As for the study itself, limitations included the fact that researchers considered only a small portion of available sunscreens, and only from Amazon, as opposed to a variety of retail outlets. Also, the sunscreens chosen for this study were not necessarily the best sellers among the general population.

But Dr. Elma Baron, director of the Skin Studies Center at the University Hospitals Case Medical Center in Cleveland, said she wasn't surprised by the findings. Baron, who was not connected to the study, said consumers should always focus on the performance of the sunscreen over cosmetic features. However, she said it was also important for consumers to like their sunblock so they will be more inclined to apply it when heading outdoors.

"I do know there's so much newer technology around and, compared to even 10 years ago, I think we have sunscreens that are way better both in performance and in the way they look on the skin and the way we use them," Baron said.

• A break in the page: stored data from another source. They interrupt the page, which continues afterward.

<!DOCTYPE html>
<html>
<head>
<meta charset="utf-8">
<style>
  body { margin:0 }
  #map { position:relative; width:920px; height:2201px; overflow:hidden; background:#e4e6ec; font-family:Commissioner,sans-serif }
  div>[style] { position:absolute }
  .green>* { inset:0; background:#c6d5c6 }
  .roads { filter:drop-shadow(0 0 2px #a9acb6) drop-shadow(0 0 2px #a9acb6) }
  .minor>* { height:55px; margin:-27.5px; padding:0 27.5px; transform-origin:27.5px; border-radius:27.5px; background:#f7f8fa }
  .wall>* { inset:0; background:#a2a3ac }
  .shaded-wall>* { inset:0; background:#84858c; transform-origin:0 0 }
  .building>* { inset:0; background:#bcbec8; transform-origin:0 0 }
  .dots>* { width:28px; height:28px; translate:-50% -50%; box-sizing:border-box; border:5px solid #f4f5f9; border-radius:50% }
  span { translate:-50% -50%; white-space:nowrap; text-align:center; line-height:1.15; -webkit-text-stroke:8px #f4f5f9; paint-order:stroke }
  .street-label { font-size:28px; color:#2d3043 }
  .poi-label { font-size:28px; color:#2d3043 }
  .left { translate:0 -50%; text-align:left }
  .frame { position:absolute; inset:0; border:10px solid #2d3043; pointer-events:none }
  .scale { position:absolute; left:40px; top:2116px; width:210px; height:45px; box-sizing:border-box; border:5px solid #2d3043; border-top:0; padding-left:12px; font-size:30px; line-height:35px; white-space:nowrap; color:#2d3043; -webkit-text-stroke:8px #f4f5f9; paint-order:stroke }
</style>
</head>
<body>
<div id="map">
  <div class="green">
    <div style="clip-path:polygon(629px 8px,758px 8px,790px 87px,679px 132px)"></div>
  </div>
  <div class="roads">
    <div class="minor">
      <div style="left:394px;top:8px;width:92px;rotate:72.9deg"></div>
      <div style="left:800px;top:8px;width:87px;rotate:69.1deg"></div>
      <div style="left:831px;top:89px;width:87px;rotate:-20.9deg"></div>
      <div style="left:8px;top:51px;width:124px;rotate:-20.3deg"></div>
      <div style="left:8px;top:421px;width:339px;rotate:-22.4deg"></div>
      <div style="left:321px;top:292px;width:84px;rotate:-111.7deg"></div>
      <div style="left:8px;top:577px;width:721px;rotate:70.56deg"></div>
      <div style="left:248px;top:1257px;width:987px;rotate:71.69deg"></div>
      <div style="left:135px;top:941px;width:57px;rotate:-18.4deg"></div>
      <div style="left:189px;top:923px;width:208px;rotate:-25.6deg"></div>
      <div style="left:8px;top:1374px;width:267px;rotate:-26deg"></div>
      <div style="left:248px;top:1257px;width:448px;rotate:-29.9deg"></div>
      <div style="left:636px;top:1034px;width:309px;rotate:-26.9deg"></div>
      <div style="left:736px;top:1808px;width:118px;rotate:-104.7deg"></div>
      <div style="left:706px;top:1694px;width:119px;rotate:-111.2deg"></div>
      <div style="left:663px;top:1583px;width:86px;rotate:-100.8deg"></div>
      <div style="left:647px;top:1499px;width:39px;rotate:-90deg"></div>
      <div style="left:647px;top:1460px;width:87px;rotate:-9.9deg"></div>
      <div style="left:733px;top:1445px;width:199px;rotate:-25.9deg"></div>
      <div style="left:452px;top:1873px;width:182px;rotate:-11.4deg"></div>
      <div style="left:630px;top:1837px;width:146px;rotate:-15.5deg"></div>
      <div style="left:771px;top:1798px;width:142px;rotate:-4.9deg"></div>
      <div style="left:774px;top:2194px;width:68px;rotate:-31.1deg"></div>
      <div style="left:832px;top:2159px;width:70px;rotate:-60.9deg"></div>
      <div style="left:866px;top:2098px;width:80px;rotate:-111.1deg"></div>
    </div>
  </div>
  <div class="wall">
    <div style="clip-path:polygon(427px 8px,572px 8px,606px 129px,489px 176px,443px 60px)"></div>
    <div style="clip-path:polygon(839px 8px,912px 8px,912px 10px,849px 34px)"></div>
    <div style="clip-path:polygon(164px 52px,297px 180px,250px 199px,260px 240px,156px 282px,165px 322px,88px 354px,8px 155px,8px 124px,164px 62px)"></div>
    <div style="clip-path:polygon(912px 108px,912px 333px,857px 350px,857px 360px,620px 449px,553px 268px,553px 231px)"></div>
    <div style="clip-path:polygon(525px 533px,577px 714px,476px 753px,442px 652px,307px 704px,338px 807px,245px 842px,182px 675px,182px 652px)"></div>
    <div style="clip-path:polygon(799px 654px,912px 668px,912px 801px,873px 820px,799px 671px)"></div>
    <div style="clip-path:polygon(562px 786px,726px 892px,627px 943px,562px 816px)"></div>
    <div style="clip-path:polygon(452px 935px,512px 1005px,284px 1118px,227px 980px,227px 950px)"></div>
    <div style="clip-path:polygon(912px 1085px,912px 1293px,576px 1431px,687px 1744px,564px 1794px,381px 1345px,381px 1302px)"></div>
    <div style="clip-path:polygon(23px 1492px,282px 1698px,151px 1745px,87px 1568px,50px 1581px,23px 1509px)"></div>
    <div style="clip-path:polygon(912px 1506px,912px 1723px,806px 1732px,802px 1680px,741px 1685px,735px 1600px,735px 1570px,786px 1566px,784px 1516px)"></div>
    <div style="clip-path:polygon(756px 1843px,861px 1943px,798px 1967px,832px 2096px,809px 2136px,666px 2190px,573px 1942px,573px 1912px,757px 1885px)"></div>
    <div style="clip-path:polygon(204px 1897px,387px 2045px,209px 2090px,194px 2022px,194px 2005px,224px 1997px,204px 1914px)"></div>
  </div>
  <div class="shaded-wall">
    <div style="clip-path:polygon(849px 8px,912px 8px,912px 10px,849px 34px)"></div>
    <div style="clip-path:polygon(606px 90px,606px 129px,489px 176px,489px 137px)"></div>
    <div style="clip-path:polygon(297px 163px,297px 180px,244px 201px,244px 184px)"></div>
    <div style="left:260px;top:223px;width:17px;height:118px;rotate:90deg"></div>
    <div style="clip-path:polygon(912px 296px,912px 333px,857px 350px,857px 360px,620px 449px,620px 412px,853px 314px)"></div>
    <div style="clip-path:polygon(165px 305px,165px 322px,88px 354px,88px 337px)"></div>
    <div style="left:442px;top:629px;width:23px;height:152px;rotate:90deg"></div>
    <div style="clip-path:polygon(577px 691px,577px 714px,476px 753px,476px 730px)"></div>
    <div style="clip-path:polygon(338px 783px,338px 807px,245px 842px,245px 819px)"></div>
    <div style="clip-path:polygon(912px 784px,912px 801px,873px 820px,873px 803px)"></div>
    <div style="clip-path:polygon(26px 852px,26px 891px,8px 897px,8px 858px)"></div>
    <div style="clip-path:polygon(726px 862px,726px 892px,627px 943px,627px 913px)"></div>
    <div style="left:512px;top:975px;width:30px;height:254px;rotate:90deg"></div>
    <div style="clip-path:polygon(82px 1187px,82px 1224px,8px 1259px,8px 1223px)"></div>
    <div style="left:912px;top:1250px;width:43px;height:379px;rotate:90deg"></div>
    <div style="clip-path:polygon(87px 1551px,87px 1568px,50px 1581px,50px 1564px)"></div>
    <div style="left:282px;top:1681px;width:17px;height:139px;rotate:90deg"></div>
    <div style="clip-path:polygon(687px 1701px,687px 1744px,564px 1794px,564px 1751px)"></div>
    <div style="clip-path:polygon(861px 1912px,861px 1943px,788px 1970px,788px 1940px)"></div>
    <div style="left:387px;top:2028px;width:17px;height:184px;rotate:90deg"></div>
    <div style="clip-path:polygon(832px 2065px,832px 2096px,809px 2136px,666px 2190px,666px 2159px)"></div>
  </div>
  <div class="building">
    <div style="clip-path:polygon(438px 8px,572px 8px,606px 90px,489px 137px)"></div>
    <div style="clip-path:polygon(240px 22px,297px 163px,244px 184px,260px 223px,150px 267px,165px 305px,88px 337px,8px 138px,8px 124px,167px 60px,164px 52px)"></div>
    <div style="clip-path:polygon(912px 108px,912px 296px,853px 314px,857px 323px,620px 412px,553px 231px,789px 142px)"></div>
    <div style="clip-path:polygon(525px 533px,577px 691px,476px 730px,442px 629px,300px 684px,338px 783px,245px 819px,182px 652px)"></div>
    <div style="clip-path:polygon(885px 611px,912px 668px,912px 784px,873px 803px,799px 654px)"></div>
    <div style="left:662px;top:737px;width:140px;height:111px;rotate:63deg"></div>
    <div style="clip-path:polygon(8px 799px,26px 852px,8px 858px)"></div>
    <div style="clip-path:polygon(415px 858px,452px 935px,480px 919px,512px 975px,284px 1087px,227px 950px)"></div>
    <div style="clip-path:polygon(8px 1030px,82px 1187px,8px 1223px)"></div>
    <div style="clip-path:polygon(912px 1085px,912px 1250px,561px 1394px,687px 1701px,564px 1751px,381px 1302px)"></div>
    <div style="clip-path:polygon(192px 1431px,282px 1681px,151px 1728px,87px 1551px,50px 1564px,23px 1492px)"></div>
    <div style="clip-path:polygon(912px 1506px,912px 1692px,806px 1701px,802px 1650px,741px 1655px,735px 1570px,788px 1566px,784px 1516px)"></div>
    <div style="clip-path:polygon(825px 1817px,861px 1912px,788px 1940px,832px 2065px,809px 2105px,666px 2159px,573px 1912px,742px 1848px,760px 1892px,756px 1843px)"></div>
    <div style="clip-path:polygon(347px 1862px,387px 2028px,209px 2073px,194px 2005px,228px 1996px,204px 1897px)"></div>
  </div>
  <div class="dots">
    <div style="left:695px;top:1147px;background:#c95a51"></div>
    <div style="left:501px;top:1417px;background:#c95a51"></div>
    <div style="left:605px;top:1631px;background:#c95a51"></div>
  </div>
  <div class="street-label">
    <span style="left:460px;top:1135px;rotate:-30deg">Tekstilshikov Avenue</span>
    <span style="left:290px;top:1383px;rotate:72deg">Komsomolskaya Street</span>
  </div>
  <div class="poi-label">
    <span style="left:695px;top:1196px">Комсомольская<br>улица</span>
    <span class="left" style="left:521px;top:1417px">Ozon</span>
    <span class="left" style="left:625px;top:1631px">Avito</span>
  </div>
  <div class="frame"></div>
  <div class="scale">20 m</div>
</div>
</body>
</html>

Dr. Barney Kenet, a Manhattan-based dermatologist, said that some of the popular sunblocks may be used on a daily basis when people are going to work, for instance, though they may not need water-resistant formulas in that case.

He said the study showed how doctors and the medical community can persuade patients to wear sunblock on a daily basis by taking into account consumers’ desire for "cosmetic elegance" in their products.

"You've got to work with people, you can’t ask them to do something uncomfortable," Kenet said. "Doctors shouldn't be too dogmatic. When you push advice on people it's generally not followed so well."

Focusing on the issue of water-resistant products, the Personal Care Products Council, a national trade association representing the cosmetic and personal care products industry, said many sunscreens do not need that feature if users are not going to be active outdoors or enter the water.

"Many consumers looking for a daily-use product may prefer sunscreens without this attribute, and it is not critical for the sunscreen to be effective,” the group said in a statement today. “We believe that consumer choice is critical in the variety of sunscreens, as this helps assure that these products will be used."

"Consumers should not take these results to mean products are not effective as claimed; water resistance is an important benefit for sport or beach products to maintain protection during sweating or water activities.”